(Dataset entries)
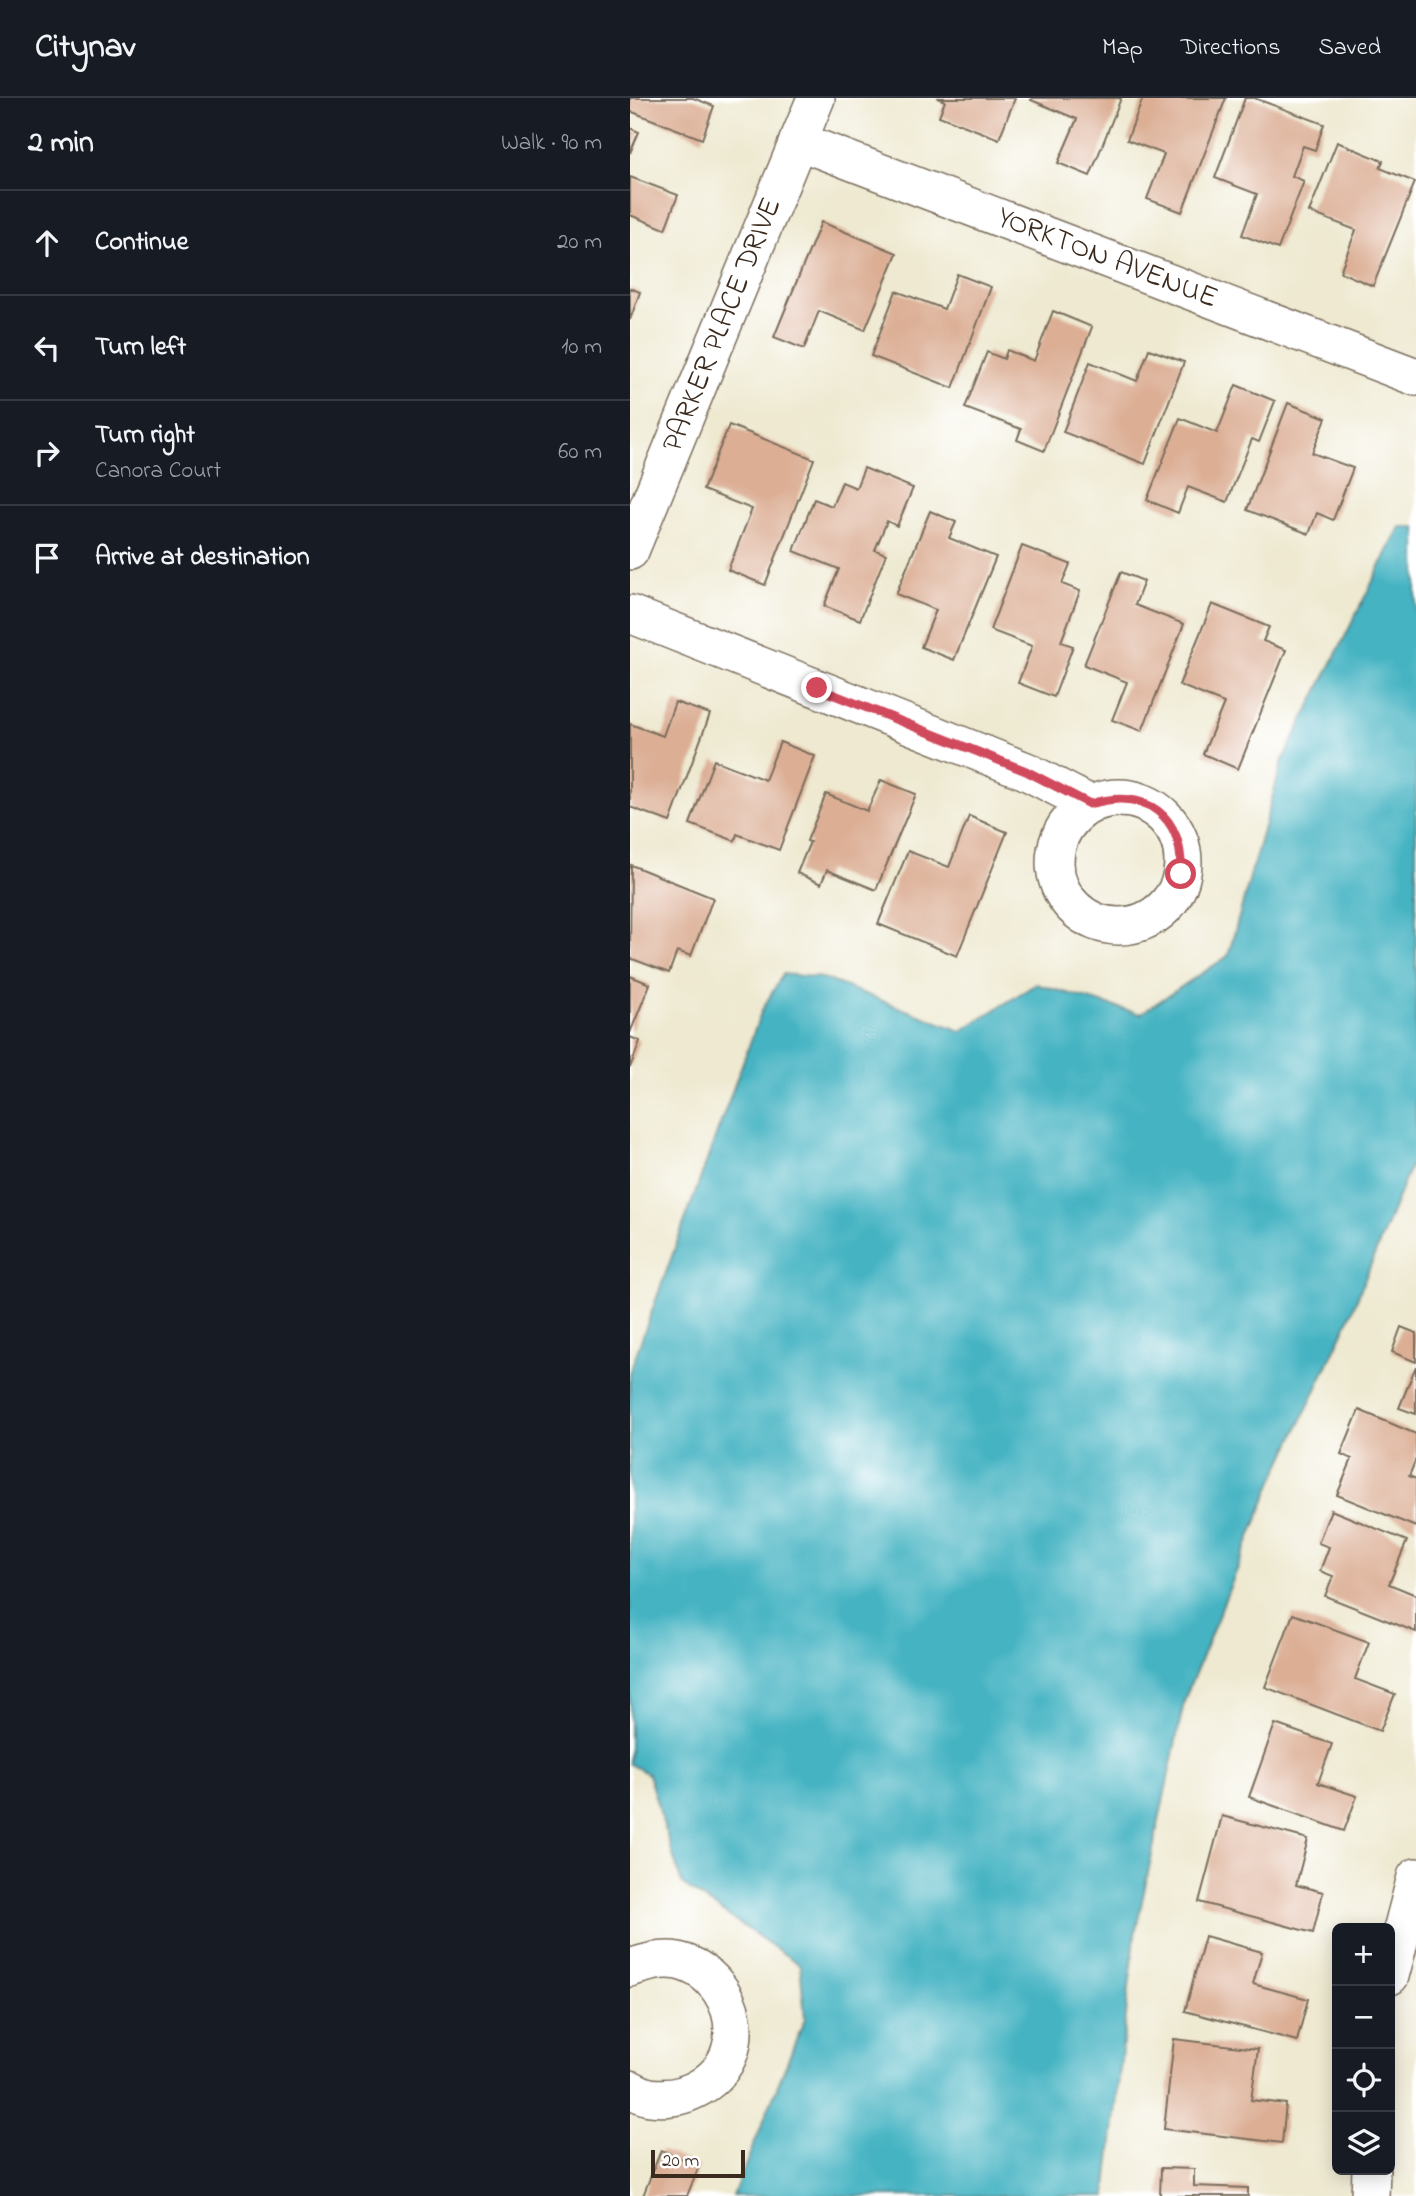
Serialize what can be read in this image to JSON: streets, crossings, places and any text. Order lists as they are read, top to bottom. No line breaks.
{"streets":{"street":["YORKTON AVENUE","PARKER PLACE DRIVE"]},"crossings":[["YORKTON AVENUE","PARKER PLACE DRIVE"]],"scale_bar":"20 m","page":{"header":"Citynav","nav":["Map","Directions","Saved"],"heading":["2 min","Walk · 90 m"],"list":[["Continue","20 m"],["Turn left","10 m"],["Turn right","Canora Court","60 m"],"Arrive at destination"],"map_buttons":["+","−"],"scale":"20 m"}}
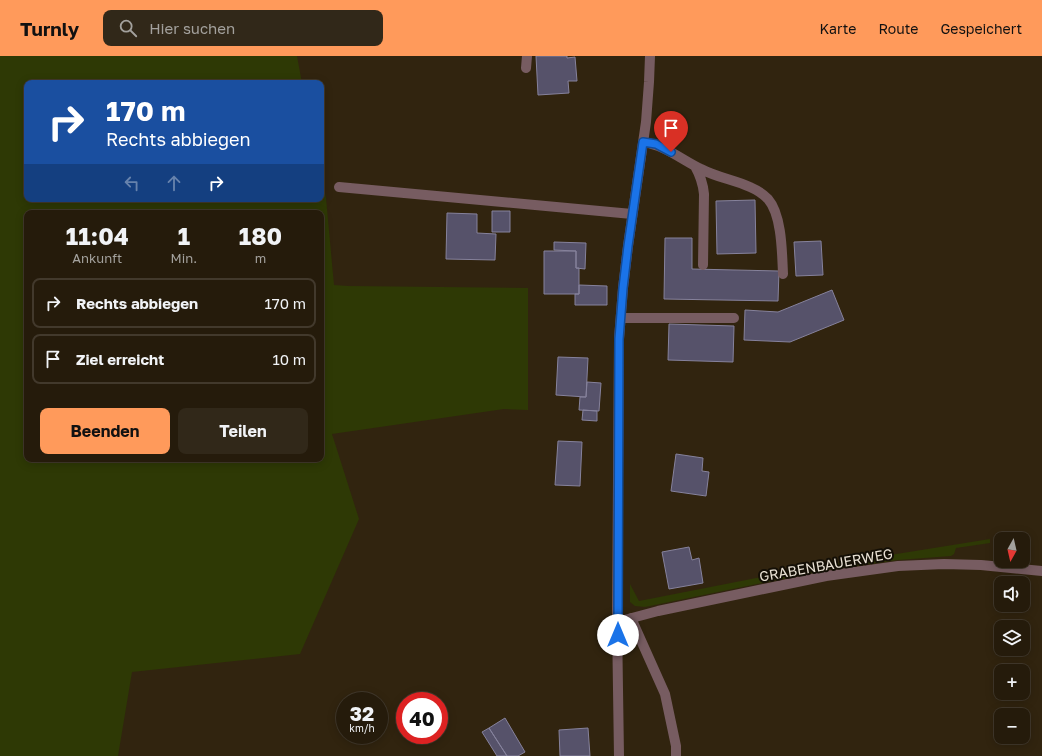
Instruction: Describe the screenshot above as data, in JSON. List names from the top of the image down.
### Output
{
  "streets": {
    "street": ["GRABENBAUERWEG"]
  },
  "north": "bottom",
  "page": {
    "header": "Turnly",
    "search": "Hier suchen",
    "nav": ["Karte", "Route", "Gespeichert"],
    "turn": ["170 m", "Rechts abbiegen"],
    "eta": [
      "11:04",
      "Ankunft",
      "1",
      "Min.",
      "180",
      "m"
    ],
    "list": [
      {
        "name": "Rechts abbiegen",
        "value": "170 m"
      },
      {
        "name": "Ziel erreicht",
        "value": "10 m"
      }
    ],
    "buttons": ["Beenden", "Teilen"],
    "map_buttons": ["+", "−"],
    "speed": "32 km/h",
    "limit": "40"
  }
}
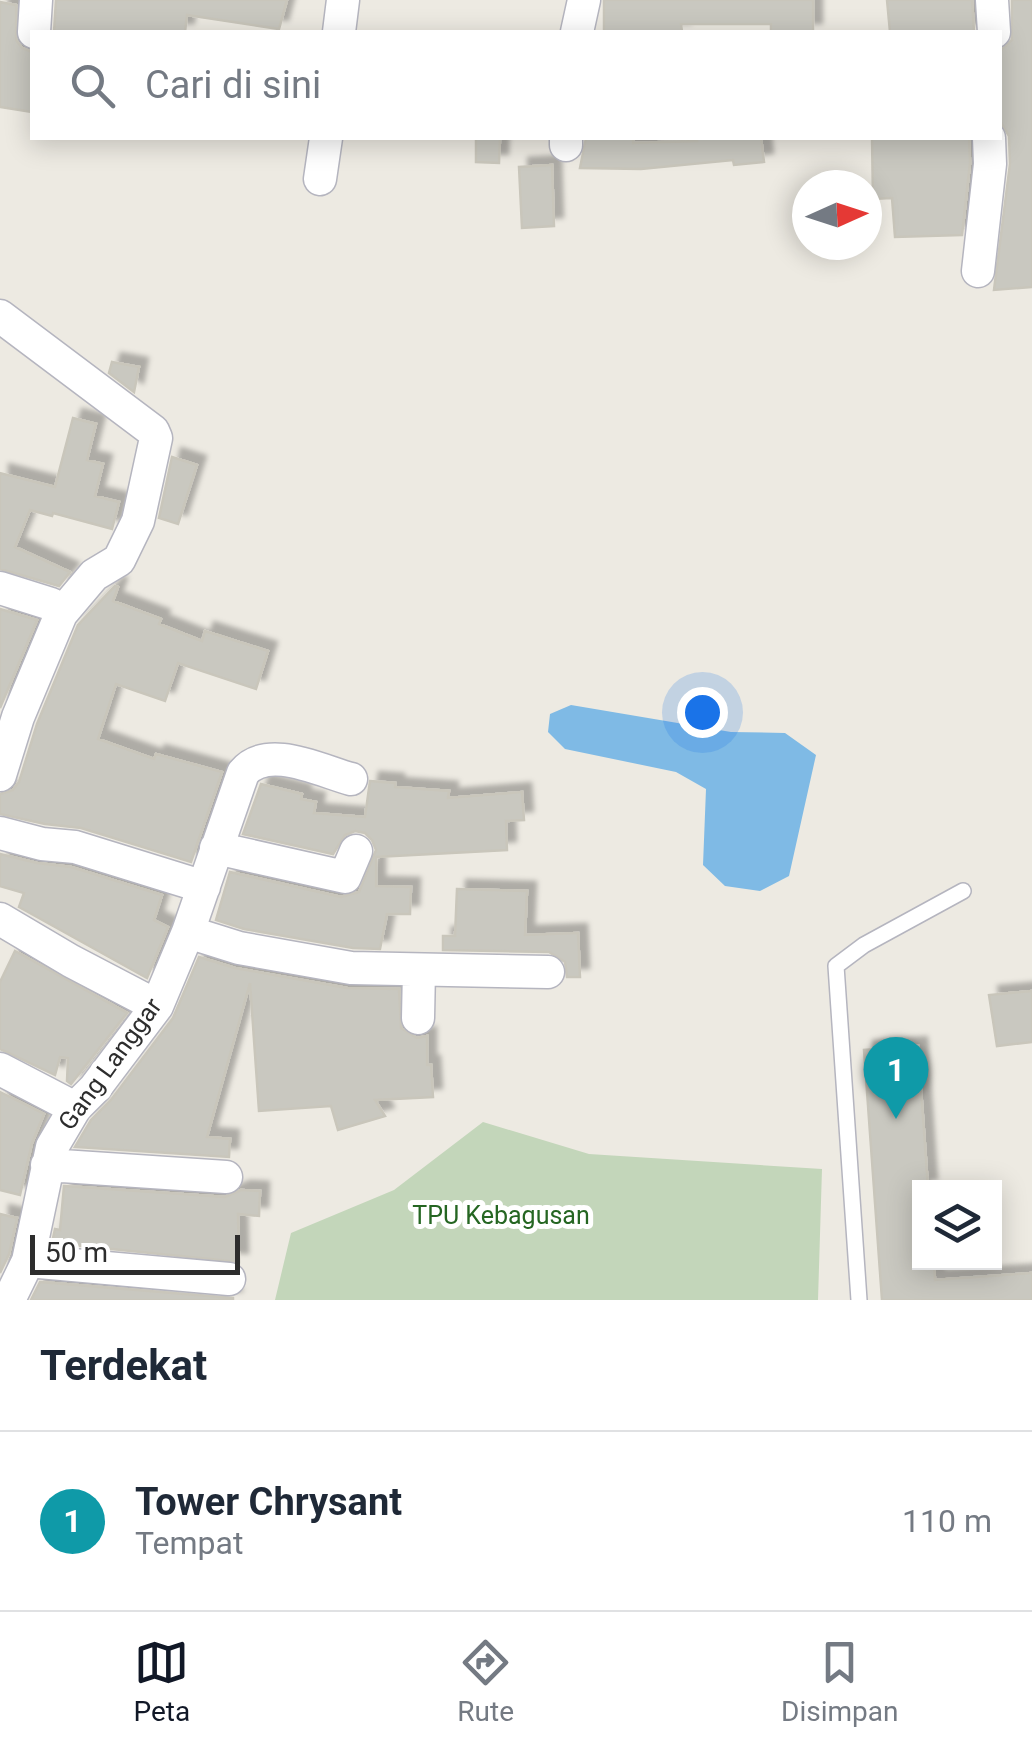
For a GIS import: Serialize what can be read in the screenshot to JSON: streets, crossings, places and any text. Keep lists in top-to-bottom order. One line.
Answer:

▶ [Exercise prompt]
With the pictures omitted, restate every entry above word for word.

▶ [Problem solution]
Serialize what can be read in this image to JSON: streets, crossings, places and any text. Order lists as they are read, top to bottom. No line breaks.
{"streets":{"street":["YORKTON AVENUE","PARKER PLACE DRIVE"]},"crossings":[["YORKTON AVENUE","PARKER PLACE DRIVE"]],"scale_bar":"20 m","page":{"header":"Citynav","nav":["Map","Directions","Saved"],"heading":["2 min","Walk · 90 m"],"list":[["Continue","20 m"],["Turn left","10 m"],["Turn right","Canora Court","60 m"],"Arrive at destination"],"map_buttons":["+","−"],"scale":"20 m"}}
Instruction: Describe the screenshot above as data, in JSON. List names from the top of the image down.
### Output
{
  "streets": {
    "street": ["GRABENBAUERWEG"]
  },
  "north": "bottom",
  "page": {
    "header": "Turnly",
    "search": "Hier suchen",
    "nav": ["Karte", "Route", "Gespeichert"],
    "turn": ["170 m", "Rechts abbiegen"],
    "eta": [
      "11:04",
      "Ankunft",
      "1",
      "Min.",
      "180",
      "m"
    ],
    "list": [
      {
        "name": "Rechts abbiegen",
        "value": "170 m"
      },
      {
        "name": "Ziel erreicht",
        "value": "10 m"
      }
    ],
    "buttons": ["Beenden", "Teilen"],
    "map_buttons": ["+", "−"],
    "speed": "32 km/h",
    "limit": "40"
  }
}
For a GIS import: Serialize what can be read in the screenshot to JSON: streets, crossings, places and any text. Keep lists in top-to-bottom order. One line.
Answer:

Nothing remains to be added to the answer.